# Module 3 - Feature extraction

To train and apply ensemble or margin classifiers like random forests or support vector machines, features must be measured from the images. Feature extraction, like region finding, requires a substantial amount of engineering and time and tweaking for a particular dataset.

Feature extraction routines assume that candidate regions have already been identified. In this module we will extract features from an example ROI from the SPC dataset. 

In [None]:
import numpy as np
import cv2
import skimage
from skimage import filters, morphology, measure, color, feature
from scipy import ndimage, interpolate
import sys
import glob
import os
import matplotlib.pyplot as plt
import matplotlib.patches as ptch

In [None]:
# get the file path of the image in the directory. here grab the diatom chain 
ptf = glob.glob(os.path.join(os.getcwd(), 'SPC*'))

# We will grab the first item in the list
img = cv2.imread(ptf[0])

# check to make sure we got the right thing
plt.imshow(img)

This region is one that we might have extracted using techniques for the previous module.

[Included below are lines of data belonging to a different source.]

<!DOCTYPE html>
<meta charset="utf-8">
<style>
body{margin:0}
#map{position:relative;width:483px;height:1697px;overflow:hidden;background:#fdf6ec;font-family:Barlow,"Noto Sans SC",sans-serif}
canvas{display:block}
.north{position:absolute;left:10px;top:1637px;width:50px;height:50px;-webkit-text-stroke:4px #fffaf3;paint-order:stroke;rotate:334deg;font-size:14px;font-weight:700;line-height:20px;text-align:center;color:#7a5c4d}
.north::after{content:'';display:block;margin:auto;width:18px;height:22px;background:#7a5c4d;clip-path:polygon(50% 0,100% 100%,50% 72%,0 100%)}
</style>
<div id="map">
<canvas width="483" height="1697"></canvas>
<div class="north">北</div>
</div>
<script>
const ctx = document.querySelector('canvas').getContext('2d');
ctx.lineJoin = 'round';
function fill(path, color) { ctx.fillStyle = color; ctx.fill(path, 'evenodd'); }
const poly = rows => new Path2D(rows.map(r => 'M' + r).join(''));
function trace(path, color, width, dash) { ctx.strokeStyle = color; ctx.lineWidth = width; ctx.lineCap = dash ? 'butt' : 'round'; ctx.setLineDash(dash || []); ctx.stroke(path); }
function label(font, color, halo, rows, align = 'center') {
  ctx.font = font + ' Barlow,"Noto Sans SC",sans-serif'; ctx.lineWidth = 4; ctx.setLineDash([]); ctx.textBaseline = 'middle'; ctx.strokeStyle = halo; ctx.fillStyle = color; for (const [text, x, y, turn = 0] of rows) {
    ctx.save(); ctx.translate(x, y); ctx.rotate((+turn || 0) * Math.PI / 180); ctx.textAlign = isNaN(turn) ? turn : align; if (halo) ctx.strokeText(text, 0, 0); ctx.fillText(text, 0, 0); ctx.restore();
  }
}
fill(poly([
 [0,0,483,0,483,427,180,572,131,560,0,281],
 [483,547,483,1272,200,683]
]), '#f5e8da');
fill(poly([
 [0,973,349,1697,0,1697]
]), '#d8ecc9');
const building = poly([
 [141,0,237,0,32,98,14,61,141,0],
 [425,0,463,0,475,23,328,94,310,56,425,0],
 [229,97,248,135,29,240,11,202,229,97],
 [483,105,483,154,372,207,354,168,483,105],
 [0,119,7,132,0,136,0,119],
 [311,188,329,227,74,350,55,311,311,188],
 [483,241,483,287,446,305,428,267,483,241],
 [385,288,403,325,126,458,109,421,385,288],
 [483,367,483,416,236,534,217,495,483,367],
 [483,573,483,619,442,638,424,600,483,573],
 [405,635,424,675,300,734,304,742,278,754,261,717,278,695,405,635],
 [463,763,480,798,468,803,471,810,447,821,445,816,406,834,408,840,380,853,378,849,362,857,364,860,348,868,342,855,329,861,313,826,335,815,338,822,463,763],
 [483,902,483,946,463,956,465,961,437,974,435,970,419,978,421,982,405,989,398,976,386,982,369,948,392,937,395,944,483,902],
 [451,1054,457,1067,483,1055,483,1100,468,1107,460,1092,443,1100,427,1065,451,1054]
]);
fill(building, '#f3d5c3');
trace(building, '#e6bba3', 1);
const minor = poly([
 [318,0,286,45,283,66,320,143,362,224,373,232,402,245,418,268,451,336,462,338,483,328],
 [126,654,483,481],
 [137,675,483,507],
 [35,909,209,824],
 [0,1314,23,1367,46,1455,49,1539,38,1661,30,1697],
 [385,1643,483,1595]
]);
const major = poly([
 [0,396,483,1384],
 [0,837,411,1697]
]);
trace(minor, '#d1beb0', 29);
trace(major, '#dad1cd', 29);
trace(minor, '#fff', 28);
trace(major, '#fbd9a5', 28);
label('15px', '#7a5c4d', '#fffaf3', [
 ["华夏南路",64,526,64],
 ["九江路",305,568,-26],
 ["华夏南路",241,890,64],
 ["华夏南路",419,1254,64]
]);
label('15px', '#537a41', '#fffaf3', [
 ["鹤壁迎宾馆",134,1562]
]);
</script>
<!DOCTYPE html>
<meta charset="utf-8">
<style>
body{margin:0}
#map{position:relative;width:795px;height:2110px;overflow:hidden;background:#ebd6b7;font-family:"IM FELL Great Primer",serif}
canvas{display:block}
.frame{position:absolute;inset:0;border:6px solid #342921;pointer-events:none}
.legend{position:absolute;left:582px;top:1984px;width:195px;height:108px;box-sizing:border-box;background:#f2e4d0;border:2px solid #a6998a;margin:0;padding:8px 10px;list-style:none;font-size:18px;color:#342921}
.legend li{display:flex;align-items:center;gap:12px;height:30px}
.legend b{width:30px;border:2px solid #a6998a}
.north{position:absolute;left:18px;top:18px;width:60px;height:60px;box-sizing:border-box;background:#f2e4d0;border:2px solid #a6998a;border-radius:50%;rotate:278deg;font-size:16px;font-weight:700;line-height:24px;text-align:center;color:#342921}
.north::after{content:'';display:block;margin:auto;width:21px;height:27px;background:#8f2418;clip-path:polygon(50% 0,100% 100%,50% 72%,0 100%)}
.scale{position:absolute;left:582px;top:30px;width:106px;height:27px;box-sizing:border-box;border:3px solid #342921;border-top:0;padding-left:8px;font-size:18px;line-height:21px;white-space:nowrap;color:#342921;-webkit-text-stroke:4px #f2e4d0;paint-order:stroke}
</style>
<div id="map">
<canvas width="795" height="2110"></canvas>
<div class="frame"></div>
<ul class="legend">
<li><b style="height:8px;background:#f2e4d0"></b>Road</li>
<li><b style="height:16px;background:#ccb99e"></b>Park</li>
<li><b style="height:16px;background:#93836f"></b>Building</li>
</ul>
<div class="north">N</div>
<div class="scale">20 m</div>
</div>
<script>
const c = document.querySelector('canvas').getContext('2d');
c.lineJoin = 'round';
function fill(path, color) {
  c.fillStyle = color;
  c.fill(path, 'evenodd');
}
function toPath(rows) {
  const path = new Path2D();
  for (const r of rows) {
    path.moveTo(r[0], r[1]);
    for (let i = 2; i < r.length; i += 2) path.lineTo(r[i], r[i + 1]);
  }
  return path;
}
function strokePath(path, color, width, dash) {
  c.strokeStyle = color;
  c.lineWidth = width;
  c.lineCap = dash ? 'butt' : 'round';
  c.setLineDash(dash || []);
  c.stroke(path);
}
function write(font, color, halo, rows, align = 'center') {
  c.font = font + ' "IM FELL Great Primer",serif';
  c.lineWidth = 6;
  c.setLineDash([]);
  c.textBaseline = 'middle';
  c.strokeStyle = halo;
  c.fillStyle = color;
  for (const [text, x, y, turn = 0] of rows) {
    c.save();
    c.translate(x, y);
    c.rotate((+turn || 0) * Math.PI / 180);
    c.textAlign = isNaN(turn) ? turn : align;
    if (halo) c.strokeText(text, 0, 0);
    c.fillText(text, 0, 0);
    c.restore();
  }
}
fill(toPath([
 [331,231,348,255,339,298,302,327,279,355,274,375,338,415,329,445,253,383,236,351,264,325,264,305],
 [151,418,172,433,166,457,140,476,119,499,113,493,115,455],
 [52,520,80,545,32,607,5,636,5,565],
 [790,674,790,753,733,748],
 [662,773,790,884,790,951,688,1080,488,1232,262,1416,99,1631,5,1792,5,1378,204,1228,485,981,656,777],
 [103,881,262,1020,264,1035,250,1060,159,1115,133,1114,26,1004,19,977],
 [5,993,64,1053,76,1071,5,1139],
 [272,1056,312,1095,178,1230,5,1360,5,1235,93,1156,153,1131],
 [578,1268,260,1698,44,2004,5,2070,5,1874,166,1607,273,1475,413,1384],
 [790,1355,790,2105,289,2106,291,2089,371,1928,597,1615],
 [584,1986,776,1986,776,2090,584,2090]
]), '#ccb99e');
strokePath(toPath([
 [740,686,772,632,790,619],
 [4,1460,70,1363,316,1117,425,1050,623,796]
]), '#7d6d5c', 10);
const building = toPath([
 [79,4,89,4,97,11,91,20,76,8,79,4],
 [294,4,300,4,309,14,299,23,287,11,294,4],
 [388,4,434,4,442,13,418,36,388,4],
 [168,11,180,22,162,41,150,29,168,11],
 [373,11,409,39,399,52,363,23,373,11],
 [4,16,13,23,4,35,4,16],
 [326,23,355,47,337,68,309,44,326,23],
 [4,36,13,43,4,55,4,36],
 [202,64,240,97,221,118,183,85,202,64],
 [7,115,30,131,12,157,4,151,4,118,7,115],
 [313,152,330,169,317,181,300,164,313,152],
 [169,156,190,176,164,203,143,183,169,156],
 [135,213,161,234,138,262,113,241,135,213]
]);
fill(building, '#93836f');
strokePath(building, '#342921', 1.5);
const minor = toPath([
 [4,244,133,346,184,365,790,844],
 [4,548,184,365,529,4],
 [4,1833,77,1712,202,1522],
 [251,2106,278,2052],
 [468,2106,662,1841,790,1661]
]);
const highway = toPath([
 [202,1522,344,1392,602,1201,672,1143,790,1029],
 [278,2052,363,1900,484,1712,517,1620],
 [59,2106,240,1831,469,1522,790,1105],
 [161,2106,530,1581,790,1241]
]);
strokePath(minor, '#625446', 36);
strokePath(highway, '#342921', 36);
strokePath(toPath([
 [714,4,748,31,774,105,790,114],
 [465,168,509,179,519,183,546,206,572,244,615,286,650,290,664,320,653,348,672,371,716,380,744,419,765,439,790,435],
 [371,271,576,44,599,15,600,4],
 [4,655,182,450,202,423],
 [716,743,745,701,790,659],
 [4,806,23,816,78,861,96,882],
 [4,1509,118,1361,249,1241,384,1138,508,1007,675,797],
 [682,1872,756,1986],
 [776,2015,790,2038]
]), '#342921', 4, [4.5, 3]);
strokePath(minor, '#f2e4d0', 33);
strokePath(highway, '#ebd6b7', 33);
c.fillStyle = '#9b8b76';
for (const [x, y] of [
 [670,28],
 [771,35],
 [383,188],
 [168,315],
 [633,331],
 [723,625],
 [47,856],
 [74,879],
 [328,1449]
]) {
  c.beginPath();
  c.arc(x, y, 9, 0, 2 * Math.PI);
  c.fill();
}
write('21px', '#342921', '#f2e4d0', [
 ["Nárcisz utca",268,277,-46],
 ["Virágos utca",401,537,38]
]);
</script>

Like when find the regions, we need to generate a binary mask to tell the computer what to focus on.

## Get a binary mask

To start the mask we will use a new edge detector called a Scharr filter. The Scharr filter is an operator similar to Canny that searchers for edges in the intensity image. It is well suited to finding high frequency edges.

In [None]:
# make the image gray
img_gray = cv2.cvtColor(img, cv2.COLOR_BGR2GRAY)

# compute the edges
edges_mag = filters.scharr(img_gray)

# see what it looks like
plt.figure()
plt.xticks([])
plt.yticks([])
plt.imshow(edges_mag, cmap='gray')

The Scharr filter returns gray scale values. Let's make it binary a setting a threshold that is 3 times the median value in the array. This makes our mask more apt to retain edges that using something like Otsu's method.

In [None]:
edges_med = np.median(edges_mag)

edges_thresh = 3*edges_med
edges = edges_mag >= edges_thresh

# see what it looks like
plt.figure()
plt.xticks([])
plt.yticks([])
plt.imshow(edges, cmap='gray')

That doesn't look too bad. But we want to fill in the boundary and select only the largest one for processing. To start with, we can use morphological operations to seal up some of those holes. 

In [None]:
# these will fill in some of the holes
edges = morphology.closing(edges, morphology.square(3))
filled_edges = ndimage.binary_fill_holes(edges)

plt.figure()
plt.xticks([])
plt.yticks([])
plt.imshow(filled_edges, cmap='gray')

The hole filling has expanded the mask a bit. The region growing effectively got rid of the holes, but bloated the mask. Eroding, another morphological operation, will shrink it down again. 

In [None]:
img_close = morphology.erosion(filled_edges, morphology.square(3))

plt.figure()
plt.xticks([])
plt.yticks([])
plt.imshow(img_close, cmap='gray')

It also got rid of some of the smaller noise. We can now use skimages *label* routine to find all the connected regions in the frame. 

In [None]:
# pass the label routine the closed image to register connected regions.
label_img = morphology.label(img_close, neighbors=8, background=0)
lab_img_color = color.label2rgb(label_img, image=img_gray)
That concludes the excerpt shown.